The singleplayer campaign can be made a little easier if players participate in Challenge Games that are unlocked by completing each of the single player chapters. These games include Target Practice Run, where you have to shoot targets while reaching the exit before time runs out, Base Defend, where you have to prevent Demolition Soldiers from placing C4 at a certain location, and Spidermine Catch, where you have to catch 3 spider mines as quickly as possible. At the end of the Challenge Games, players receive a medal based on their performance and points, which can be used to improve skills and earn new abilities, such as the number of grenades Captain Templar can carry and the amount of damage your weapons inflict.

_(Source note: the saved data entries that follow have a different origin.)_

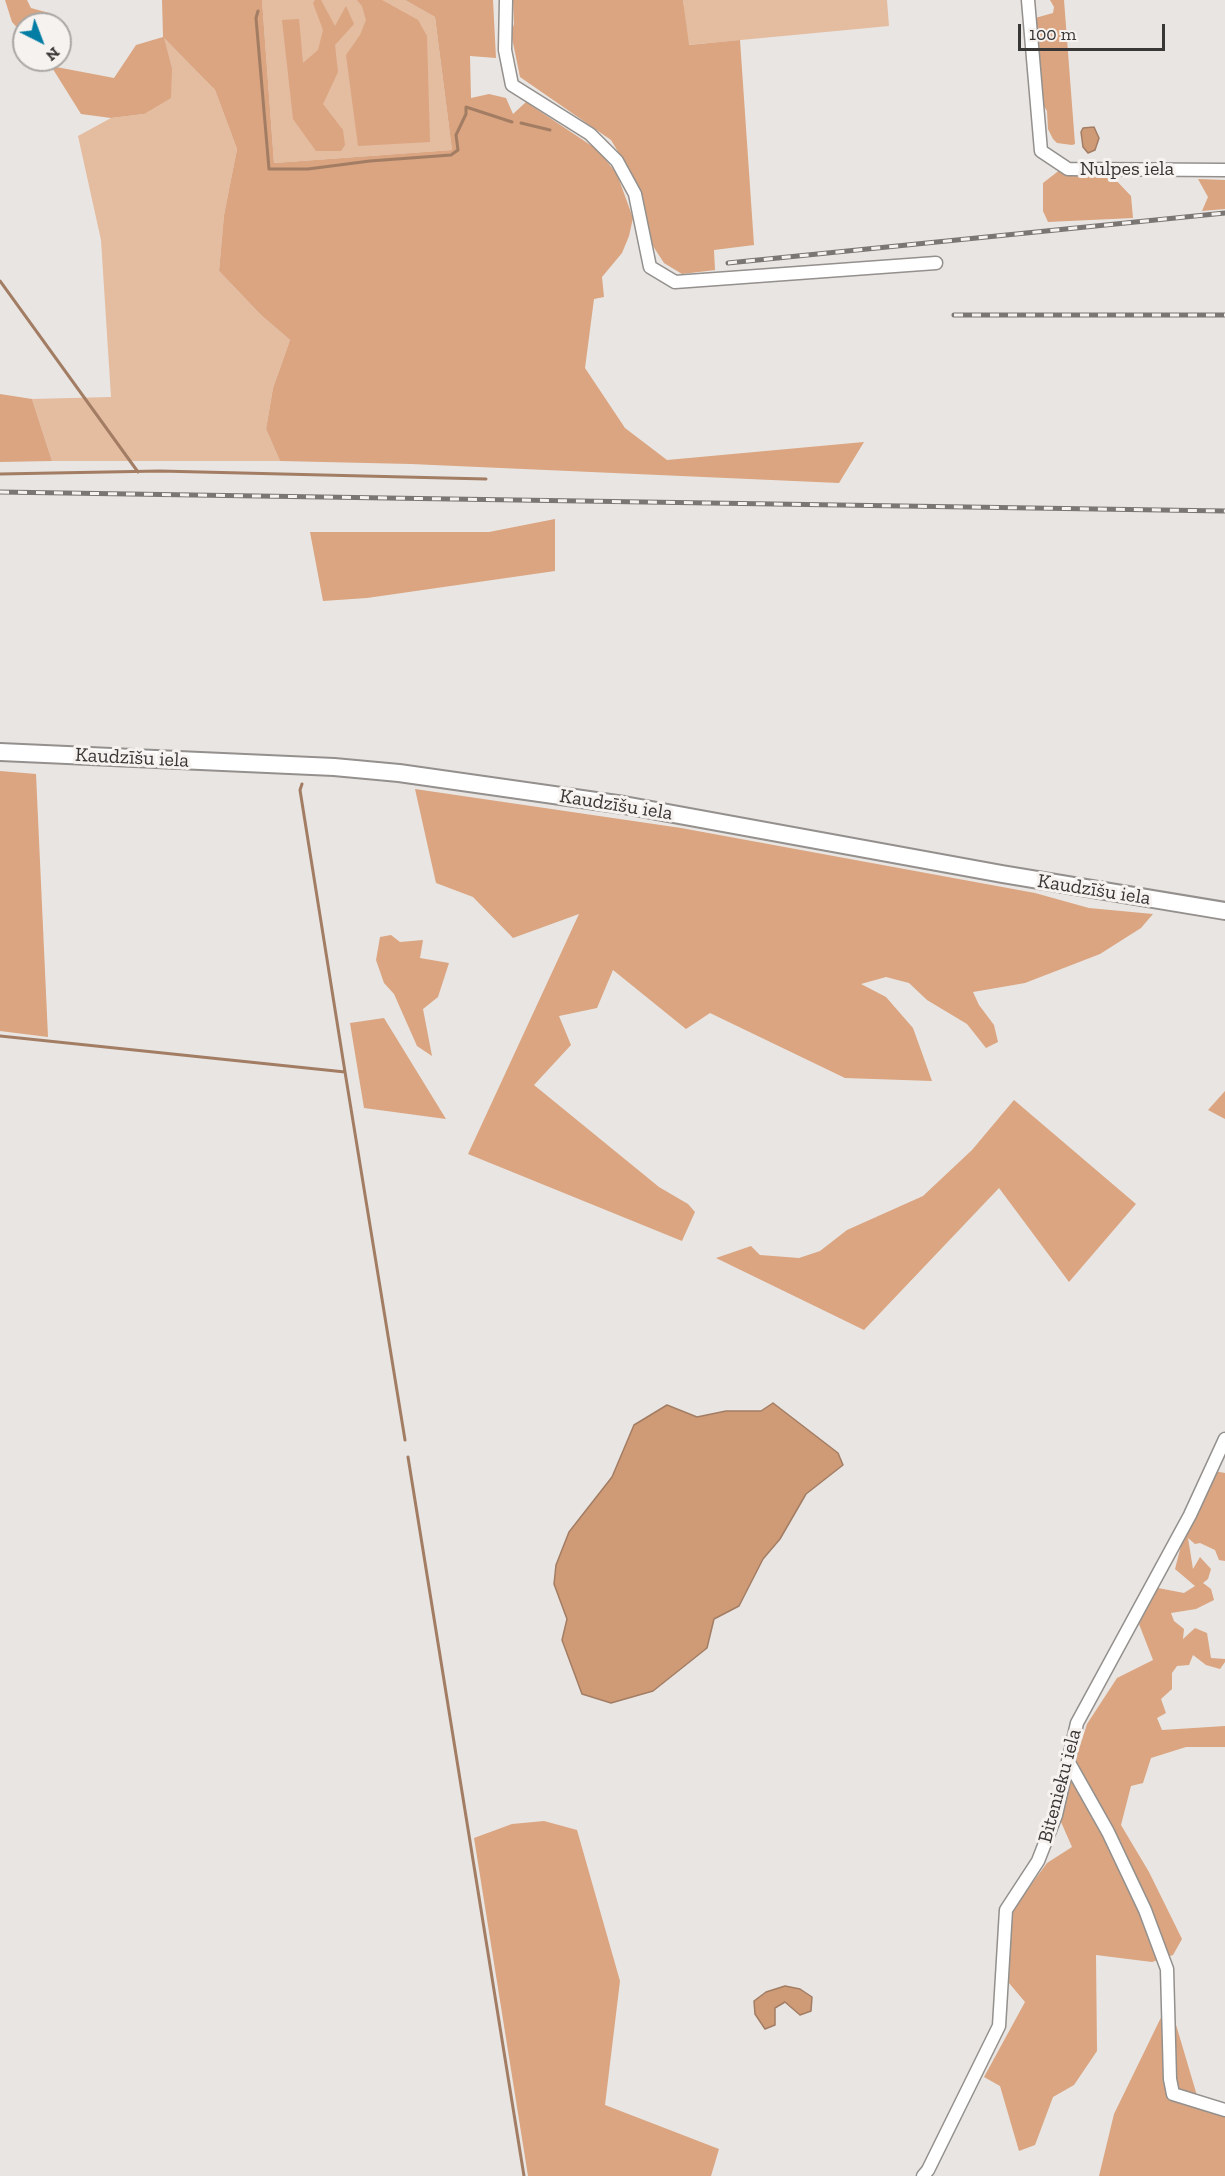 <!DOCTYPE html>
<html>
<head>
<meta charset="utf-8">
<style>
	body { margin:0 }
	#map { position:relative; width:1225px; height:2176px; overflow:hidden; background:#e9e5e2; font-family:"Zilla Slab",serif }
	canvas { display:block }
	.north { position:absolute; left:12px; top:12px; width:60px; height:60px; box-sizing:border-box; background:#f6f2ef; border:2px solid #aaa7a5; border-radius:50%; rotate:138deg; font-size:16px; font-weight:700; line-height:24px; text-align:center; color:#393736 }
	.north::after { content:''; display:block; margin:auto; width:21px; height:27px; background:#037da4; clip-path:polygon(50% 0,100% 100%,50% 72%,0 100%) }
	.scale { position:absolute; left:1018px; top:24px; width:147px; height:27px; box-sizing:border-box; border:3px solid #393736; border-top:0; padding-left:8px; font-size:18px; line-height:21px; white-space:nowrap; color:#393736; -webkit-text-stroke:4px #f6f2ef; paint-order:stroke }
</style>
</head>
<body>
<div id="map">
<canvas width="1225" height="2176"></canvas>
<div class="north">N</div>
<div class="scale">100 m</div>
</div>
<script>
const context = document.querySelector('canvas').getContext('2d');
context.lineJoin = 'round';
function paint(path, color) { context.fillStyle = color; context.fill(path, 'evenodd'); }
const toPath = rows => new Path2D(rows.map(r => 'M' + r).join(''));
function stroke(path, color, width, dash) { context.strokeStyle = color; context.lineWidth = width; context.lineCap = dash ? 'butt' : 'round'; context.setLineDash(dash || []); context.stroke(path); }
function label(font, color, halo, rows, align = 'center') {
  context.font = font + ' "Zilla Slab",serif'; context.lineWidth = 6; context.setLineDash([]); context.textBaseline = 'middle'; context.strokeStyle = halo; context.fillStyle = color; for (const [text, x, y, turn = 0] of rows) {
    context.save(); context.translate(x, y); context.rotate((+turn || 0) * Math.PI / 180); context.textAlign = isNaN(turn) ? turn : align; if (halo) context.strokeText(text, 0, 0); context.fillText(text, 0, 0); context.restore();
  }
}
paint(toPath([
	[262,0,405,0,435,17,452,150,274,163],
	[683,0,887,0,889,26,688,45],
	[163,37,215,90,237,149,224,215,219,271,261,315,290,340,273,388,266,429,280,461,52,461,32,399,111,397,101,240,78,136,111,118,144,114,172,68]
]), '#e4bca0');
paint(toPath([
	[5,0,27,0,31,8,49,13,47,24,24,24,24,35,12,22],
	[162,0,262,0,274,163,452,150,435,17,405,0,493,0,496,58,470,56,471,98,489,94,506,98,513,114,526,102,598,150,617,174,633,218,629,236,622,253,602,277,604,297,594,299,585,368,625,428,667,460,864,442,839,483,411,464,280,461,266,429,273,388,290,340,261,315,219,271,224,215,237,149,215,90,164,38,172,68,171,98,144,114,111,118,81,114,51,66,114,78,136,45,163,37],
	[315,0,321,0,335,26,346,6,354,24,335,45,338,72,323,104,343,130,345,145,341,151,316,151,293,119,282,20,299,19,303,63,318,50,323,30,313,3],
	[357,0,382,0,418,20,427,36,430,142,358,146,346,55,360,35,366,20,362,6],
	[513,0,683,0,689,45,740,40,754,245,714,250,715,270,682,274,664,263,651,243,643,205,629,170,611,140,520,77,511,33,514,24],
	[1050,0,1064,0,1075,144,1072,145,1057,143,1053,139,1048,129,1047,111,1040,100,1039,39,1035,18,1053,13,1054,7],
	[1061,169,1075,174,1111,175,1131,196,1133,218,1048,222,1043,211,1043,183],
	[1198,179,1225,180,1225,209,1202,211,1208,197],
	[0,394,32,399,52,461,0,462],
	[555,519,555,571,367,598,323,601,310,532,489,532],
	[0,771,36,774,48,1037,0,1031],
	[415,789,681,828,1035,893,1089,908,1153,914,1141,928,1100,954,1025,983,973,992,979,1005,994,1025,998,1042,986,1048,967,1024,927,1000,909,983,886,977,861,984,886,997,913,1028,932,1081,845,1078,710,1013,686,1029,613,970,597,1008,559,1016,571,1045,534,1085,659,1187,688,1204,695,1212,682,1241,468,1154,579,914,513,938,473,897,436,883],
	[391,935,400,942,423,940,420,958,449,963,438,997,423,1009,432,1056,417,1046,394,994,384,983,376,960,380,937],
	[384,1018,446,1119,364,1108,350,1023],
	[1225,1091,1225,1119,1208,1110],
	[1014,1100,1136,1204,1069,1282,999,1188,864,1330,716,1258,751,1246,760,1255,799,1258,820,1251,847,1230,923,1196,972,1150],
	[1214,1471,1225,1473,1225,1561,1219,1560,1215,1550,1200,1543,1195,1544,1188,1538,1193,1569,1200,1557,1211,1569,1208,1579,1203,1583,1211,1589,1214,1600,1196,1609,1171,1613,1174,1621,1184,1629,1183,1639,1195,1628,1207,1633,1211,1658,1225,1659,1225,1662,1220,1669,1206,1665,1193,1655,1189,1665,1177,1666,1172,1673,1172,1689,1161,1699,1166,1713,1157,1718,1162,1730,1225,1726,1225,1747,1186,1747,1151,1758,1143,1783,1131,1786,1121,1825,1149,1872,1182,1939,1173,1955,1152,1962,1096,1955,1097,2051,1074,2085,1053,2097,1035,2145,1019,2151,1000,2086,984,2077,1025,2002,1009,1983,1010,1913,1047,1863,1072,1847,1061,1822,1067,1787,1087,1724,1117,1678,1153,1660,1139,1624,1158,1588,1184,1593,1195,1586,1175,1569,1185,1530],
	[544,1821,577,1830,620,1981,605,2105,719,2149,711,2176,528,2176,474,1838,512,1824],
	[1169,2001,1198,2099,1225,2111,1225,2176,1099,2176,1114,2114]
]), '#daa580');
const water = toPath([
	[1094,127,1099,138,1095,150,1088,153,1083,147,1081,132,1083,128,1094,127],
	[773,1403,838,1453,843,1465,806,1494,780,1539,763,1559,739,1606,714,1619,707,1648,653,1691,611,1703,582,1694,562,1640,567,1619,554,1584,556,1565,569,1532,612,1477,634,1425,667,1405,697,1417,726,1411,761,1411,773,1403],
	[785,1986,800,1989,812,1997,811,2011,800,2015,785,2002,775,2008,775,2025,765,2029,755,2014,754,2001,766,1992,785,1986]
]);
paint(water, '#cf9b77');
stroke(water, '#a27d64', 1.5);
stroke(toPath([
	[258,11,256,18,269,169,308,169,370,161,451,155,458,150,456,135,466,114,466,107,512,122],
	[521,123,550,130],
	[0,281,138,472],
	[0,474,160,471,486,479],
	[302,784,300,790,345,1072],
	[0,1036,345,1072,405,1440],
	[408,1457,524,2176]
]), '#a27d64', 3);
const street = toPath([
	[506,0,505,50,512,85,590,134,617,161,635,194,650,267,675,282,936,263],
	[1028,0,1041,151,1068,169,1225,170],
	[1068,1761,1108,1832,1145,1910,1167,1969,1170,2079,1173,2094,1225,2110],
	[923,2176,928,2170,999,2026,1006,1910,1038,1861,1056,1815,1077,1723,1190,1515,1225,1439]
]);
const secondary = toPath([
	[0,752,334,767,399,773,624,805,1002,874,1225,911]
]);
stroke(street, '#93908d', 15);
stroke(secondary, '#93908d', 20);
stroke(street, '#fff', 12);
stroke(secondary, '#fff', 16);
const rail = toPath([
	[728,263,1225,213],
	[954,315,1225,315],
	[0,492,1225,511]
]);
stroke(rail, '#797674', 5);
stroke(rail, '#f6f2ef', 3, [9]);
label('20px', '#393736', '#f6f2ef', [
	["Nulpes iela",1127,169],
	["Kaudzīšu iela",132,758,3],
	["Kaudzīšu iela",616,805,9],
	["Kaudzīšu iela",1094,890,9],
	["Bitenieku iela",1060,1786,-75]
]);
</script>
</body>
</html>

Liberation features multiplayer functionality in the form of ad-hoc mode. The jewel of multiplayer is the ability to run through the entire single player campaign cooperatively, as long as the host has previously unlocked the missions. If you prefer competition, up to six players can duke it out in one of six multiplayer maps in such modes as Deathmatch, Team Deathmatch, Assault and Capture the Flag. Guerilla has promised infrastructure mode via a patch in the future with two additional multiplayer maps for competitive play. There's also a Gameshare mode where players can share demo levels of the game with other PSP owners.
Killzone: Liberation ranks as one of the best action games on the PSP. The decision to emphasize tactics pays off in spades thanks to an intuitive interface for controlling Captain Templar and the Tactical Command System, where you'll get to occasionally command an AI teammate. The vehicles are a little difficult to control and the levels could be a little less linear, but it's easy to overlook these shortcomings when the rest of the gameplay is as strong as it is. The icing on the cake comes in the form of multiplayer support, both cooperatively and competitively. Whether you're familiar with the Killzone franchise or not, Killzone: Liberation deserves to be in your PSP game collection, especially if you're an action fan.